ROAR: Presidential council defends rights of human rights ombudsman
Lukin, who was appointed the human rights commissioner in 2004, came under fire after he urged an inquiry into the brutal activities of the riot police during the dispersal of an unauthorized opposition rally in Moscow.
He visited Triumfalnaya Square on May 31 where protesters demanded “the implementation of the constitutional right for peaceful assembly.” The brutal response from police was not justified, the ombudsman said. He also made his position clear in the report about the results of his activities.
The report drew criticism from many politicians. Federation Council’s commission on the development of institutions of civil society has said the document describes mostly violations of political rights and does not pay much attention to socio-economic ones.
Aleksandr Pochinok, a member of the Federation Council, publicly voiced on July 6 parliamentarians’ complaints about this document. The deputies also complained that the ombudsman did not offer remedies to improve the situation.
The ombudsman’s report misses a social aspect in the sphere of protection of human rights, Pochinok said. The document just touches such important issues as the right for legal defense and “the right for effective state protection,” the commission’s members believe.
The deputies also said the report did not consider the observance of the freedoms of movement and choosing place of residence, the rights for sufficient living standards and favorable environment, education and participation in a cultural life. However, the document often “politicizes” the assessments of the situation, the commission said.
Protecting human rights should not turn “into a political campaign, and the ombudsman should not support people only in cases where his political views coincide with opinions of those whom he protects,” the deputies concluded.
Ombudsmen in several Russian regions have also criticized Lukin for his “selective approach” while evaluating the observance of human rights.
However, the Presidential Council on Civil Society Institutions and Human Rights has supported Lukin’s activities. His work is useful and necessary for many Russians, the council said in a statement on July 5.
The analysis of complaints coming from citizens shows that “the country’s modernization is impossible without real guarantees of the protection of human rights and freedoms,” it stated. The annual commissioner’s report “reflects Russian realities and highlights violations of individual and socio-political rights of citizens,” the statement said.

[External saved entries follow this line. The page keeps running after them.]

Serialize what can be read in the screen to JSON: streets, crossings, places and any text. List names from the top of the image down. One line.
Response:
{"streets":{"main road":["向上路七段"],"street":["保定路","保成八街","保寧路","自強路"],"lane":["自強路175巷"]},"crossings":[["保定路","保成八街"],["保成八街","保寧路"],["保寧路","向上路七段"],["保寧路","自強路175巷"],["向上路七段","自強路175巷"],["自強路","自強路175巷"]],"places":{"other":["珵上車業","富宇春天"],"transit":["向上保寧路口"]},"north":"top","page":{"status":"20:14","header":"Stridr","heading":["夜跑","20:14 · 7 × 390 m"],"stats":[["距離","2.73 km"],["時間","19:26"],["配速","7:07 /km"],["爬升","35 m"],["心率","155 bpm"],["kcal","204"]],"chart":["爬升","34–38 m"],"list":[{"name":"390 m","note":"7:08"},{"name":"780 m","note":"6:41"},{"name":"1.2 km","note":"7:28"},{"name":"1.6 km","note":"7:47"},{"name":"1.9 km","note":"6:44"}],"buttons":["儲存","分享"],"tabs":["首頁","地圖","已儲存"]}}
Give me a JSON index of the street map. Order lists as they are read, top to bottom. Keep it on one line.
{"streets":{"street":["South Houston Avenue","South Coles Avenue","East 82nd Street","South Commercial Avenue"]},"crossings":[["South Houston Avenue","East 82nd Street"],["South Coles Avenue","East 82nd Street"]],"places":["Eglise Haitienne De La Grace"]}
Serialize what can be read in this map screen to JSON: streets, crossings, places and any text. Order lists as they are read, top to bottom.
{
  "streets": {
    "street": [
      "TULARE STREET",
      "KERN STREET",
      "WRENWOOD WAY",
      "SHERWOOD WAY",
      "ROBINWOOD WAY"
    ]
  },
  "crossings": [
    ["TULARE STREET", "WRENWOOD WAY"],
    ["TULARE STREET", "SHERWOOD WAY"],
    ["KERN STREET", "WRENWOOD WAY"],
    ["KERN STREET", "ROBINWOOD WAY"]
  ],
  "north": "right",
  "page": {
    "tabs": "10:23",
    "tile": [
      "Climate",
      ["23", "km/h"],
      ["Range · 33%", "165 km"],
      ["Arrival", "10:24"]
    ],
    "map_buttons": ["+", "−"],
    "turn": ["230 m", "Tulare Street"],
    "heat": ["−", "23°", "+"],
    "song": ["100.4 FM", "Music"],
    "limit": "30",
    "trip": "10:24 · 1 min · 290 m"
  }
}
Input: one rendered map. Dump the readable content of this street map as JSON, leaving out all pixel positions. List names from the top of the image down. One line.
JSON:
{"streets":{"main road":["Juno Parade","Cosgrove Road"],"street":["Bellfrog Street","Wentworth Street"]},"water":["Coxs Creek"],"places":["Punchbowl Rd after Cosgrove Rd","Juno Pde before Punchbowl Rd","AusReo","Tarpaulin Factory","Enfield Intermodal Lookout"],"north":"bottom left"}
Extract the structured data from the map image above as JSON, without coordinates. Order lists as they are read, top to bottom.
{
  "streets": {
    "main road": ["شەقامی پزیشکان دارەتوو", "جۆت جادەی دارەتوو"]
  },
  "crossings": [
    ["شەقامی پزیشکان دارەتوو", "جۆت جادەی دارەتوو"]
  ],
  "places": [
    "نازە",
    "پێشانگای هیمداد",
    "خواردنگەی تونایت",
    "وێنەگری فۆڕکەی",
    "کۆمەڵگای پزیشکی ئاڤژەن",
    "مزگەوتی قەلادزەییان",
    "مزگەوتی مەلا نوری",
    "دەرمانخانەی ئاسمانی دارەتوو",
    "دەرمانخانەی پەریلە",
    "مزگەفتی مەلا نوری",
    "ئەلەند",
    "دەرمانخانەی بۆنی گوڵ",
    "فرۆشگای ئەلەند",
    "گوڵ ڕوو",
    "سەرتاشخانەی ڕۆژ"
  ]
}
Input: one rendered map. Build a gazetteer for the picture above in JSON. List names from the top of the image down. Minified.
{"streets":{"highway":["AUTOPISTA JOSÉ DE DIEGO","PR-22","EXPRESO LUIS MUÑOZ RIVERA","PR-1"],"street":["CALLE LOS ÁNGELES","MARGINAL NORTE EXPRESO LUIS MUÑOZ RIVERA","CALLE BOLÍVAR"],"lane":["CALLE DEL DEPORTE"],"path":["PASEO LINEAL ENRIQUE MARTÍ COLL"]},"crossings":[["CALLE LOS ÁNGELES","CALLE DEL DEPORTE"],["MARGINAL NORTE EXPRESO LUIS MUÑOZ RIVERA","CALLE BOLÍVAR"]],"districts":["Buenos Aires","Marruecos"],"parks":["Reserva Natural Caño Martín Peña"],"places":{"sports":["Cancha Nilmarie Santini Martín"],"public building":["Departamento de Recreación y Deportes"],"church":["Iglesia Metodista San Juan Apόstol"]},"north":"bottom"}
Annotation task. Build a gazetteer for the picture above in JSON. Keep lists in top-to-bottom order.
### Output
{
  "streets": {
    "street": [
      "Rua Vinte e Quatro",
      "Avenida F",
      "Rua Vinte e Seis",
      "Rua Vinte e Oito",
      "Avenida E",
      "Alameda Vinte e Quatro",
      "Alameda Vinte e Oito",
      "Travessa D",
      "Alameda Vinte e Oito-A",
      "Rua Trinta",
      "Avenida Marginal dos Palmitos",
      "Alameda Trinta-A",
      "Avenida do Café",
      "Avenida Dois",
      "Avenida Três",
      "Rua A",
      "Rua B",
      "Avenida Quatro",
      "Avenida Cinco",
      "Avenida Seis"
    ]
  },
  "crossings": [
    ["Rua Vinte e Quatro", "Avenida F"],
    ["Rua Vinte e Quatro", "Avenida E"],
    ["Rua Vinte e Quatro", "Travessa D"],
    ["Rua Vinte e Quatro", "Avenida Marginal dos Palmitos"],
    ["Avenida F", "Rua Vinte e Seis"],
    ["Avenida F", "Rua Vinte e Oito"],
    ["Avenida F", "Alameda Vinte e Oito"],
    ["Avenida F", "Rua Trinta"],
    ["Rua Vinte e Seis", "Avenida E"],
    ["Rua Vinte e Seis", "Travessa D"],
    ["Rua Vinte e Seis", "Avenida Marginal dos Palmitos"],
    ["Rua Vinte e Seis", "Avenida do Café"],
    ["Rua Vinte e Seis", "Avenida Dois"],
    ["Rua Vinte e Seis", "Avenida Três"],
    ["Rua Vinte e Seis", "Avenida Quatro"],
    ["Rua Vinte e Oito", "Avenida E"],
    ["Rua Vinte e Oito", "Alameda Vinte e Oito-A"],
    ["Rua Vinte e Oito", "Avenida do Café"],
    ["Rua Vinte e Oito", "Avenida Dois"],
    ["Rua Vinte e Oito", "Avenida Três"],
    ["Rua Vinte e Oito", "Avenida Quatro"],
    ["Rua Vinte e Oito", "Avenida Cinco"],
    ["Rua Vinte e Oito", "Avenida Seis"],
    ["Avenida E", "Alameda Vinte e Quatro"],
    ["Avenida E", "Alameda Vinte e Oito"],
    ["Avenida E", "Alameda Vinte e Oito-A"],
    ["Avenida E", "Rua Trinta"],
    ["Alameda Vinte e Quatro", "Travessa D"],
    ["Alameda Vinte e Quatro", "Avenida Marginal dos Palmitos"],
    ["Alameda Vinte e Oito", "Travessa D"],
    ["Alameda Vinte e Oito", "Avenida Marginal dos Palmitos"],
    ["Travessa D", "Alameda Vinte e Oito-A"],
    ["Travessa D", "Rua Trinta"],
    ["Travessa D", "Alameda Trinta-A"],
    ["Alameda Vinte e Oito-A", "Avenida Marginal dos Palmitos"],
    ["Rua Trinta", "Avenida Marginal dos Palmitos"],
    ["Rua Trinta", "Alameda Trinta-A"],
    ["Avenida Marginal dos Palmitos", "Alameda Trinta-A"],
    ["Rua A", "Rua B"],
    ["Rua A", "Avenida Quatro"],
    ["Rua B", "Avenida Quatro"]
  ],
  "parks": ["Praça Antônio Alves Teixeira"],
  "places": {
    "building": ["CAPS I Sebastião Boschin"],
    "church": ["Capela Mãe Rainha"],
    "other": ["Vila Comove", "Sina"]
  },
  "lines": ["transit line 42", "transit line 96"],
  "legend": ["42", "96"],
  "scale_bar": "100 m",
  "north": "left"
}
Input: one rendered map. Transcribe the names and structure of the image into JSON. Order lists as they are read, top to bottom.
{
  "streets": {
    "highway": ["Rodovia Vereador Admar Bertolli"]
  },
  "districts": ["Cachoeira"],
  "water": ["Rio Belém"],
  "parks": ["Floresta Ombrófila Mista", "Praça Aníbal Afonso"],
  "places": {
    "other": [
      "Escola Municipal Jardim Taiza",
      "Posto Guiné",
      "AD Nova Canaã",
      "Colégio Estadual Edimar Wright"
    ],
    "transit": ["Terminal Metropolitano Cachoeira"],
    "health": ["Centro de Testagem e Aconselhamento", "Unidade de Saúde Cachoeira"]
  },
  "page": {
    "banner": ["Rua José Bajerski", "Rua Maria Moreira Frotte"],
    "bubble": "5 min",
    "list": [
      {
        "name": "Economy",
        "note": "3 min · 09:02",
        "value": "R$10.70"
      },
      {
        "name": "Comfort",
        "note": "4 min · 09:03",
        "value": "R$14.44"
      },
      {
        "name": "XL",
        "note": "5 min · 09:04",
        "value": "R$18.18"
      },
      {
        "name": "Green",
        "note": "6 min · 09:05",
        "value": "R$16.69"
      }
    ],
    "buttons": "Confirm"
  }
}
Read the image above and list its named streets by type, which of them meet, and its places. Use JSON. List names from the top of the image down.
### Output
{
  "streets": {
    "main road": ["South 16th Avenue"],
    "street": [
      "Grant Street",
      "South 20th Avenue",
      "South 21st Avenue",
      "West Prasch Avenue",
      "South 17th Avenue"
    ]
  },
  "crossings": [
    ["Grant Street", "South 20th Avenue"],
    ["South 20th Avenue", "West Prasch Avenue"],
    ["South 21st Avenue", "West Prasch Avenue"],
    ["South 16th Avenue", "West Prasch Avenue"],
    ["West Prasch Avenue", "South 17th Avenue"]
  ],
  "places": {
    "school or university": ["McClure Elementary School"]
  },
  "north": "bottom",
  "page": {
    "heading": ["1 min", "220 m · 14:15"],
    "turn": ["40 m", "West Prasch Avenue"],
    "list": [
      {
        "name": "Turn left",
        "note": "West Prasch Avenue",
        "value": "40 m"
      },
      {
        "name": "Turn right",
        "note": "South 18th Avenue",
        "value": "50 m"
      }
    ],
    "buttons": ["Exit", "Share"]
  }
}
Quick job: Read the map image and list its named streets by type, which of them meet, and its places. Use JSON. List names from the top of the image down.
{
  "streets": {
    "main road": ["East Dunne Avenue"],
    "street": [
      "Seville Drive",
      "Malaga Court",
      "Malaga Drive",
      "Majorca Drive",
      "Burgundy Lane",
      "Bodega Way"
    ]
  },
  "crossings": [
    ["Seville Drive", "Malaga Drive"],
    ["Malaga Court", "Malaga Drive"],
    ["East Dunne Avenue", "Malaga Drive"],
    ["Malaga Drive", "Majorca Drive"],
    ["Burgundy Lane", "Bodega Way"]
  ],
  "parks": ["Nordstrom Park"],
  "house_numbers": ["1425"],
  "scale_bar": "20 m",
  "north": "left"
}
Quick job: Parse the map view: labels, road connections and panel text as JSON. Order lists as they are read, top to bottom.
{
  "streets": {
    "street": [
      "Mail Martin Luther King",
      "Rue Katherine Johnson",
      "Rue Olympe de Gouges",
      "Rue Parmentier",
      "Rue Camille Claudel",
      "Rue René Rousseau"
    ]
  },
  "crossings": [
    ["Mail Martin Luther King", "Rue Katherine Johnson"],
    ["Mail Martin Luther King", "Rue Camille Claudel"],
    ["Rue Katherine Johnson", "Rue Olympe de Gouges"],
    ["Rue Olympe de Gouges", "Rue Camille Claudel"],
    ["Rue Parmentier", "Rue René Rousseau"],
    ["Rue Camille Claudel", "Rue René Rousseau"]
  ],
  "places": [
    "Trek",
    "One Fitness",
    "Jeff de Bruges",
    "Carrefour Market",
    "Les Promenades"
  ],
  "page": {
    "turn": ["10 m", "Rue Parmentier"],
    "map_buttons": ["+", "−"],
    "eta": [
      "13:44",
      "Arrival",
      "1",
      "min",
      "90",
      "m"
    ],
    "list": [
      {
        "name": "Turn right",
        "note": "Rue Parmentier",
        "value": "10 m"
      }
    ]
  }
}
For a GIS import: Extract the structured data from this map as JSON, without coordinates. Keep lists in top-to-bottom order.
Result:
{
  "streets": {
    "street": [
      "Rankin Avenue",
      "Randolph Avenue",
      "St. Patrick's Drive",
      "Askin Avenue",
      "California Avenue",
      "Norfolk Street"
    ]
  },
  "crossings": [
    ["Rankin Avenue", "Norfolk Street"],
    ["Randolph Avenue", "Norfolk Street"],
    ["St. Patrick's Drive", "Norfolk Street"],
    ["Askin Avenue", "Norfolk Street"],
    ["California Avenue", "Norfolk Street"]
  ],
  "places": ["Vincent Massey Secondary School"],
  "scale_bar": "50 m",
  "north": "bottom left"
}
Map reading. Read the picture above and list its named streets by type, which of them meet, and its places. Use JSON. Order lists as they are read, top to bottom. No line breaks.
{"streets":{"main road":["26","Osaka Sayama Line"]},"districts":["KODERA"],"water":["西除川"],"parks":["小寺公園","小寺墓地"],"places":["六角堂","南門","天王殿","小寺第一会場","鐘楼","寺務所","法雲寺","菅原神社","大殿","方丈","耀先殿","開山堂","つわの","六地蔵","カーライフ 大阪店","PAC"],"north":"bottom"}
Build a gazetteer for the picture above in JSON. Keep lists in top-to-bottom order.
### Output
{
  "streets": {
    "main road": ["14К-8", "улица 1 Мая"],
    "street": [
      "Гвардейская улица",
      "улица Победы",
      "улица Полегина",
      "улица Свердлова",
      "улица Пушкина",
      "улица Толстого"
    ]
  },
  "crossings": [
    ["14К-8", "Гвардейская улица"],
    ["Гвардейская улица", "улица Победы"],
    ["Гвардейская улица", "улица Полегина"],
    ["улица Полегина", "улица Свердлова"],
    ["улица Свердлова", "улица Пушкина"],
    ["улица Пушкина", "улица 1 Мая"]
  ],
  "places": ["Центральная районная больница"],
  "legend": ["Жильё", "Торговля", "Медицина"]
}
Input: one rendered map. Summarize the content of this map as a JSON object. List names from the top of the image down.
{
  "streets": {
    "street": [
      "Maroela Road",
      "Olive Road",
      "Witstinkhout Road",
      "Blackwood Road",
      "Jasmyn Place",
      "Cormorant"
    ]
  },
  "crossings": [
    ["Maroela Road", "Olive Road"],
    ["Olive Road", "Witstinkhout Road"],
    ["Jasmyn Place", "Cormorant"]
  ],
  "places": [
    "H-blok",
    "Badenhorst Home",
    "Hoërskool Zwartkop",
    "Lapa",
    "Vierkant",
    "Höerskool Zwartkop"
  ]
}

The presidential council also stressed the need for effective feedback in the relations between society and the state. Although the number of complaints from citizens about the freedom of assembly is relatively small, some of them concern violations made during certain public rallies, the statement reads.
The council also cited Lukin’s words about “a high level of intolerance in society” and expressed support for his “citizen’s position.”
However, many politicians have different views. “Vladimir Lukin could hardly imagine that his report will be the subject of such tough criticism,” Nezavisimaya Gazeta daily said. Members of the Federation Council, the upper house of the parliament, have accused him of defending citizens’ political rights rather than their economic or social ones, the daily said.
At the same time, analysts asked by the paper believe Lukin “rightly understands the task set by the president.” They attribute the criticism “to concerns about increasing political activity of civil society,” the paper said. Lukin advised the authorities “to be more tolerant to radical opposition,” it added.
The ombudsman should protect human rights first of all, stressed Igor Yurgens, director of the Institute of Contemporary Development. “And the state, trade unions and employees should deal with economic and social rights,” he told Nezavisimaya Gazeta. “Lukin cannot replace everyone.”
The institute of the ombudsman was created to protect human rights, but mostly constitutional rights: the freedom of speech, assembly and manifestations, Yurgens aid.
Regional ombudsmen have been active recently in protecting human rights, “not only in the political sphere, but also in the socio-economic one,” Aleksey Makarkin of the Center for Political Technologies told the paper.
At the same time, criticism of ombudsmen’s work, as well as the council on society institutions and human rights has also increased. Makarkin explained it with a response to “a cautious political liberalization.” “Many real human rights defenders have been included into the council,” he added.
“The commissioner should not necessarily take sides with a man whose views he protects,” Makarkin noted. “Lukin tried to find a compromise that would allow [opposition activist Eduard] Limonov to enter the square and the authorities to save the image,” he said.
As for the lack of remedies to improve the situation, the ombudsman is a people’s tribune and he has “no alternative government,” Makarkin said. “He should just translate society’s concerns about the authorities’ policies,” the analyst stressed.
The conclusion of the Federation Council will be prepared later. Despite the complaints of many politicians, Lukin is unlikely to lose his position. He should take into account the criticism for his work in the future, Pochinok said. The parliament is ready for “constructive cooperation with the ombudsman,” the deputy added.
The upper house has postponed the hearings to give deputies more time to study the report. The document could not be amended, but the commission’s conclusion will be strengthened, its chairman Boris Shpigel told Rossiyskaya Gazeta daily.
“Our task is to make institutions of civil society work together, not separately,” Spigel said. “And the commissioner should effectively work together with them.”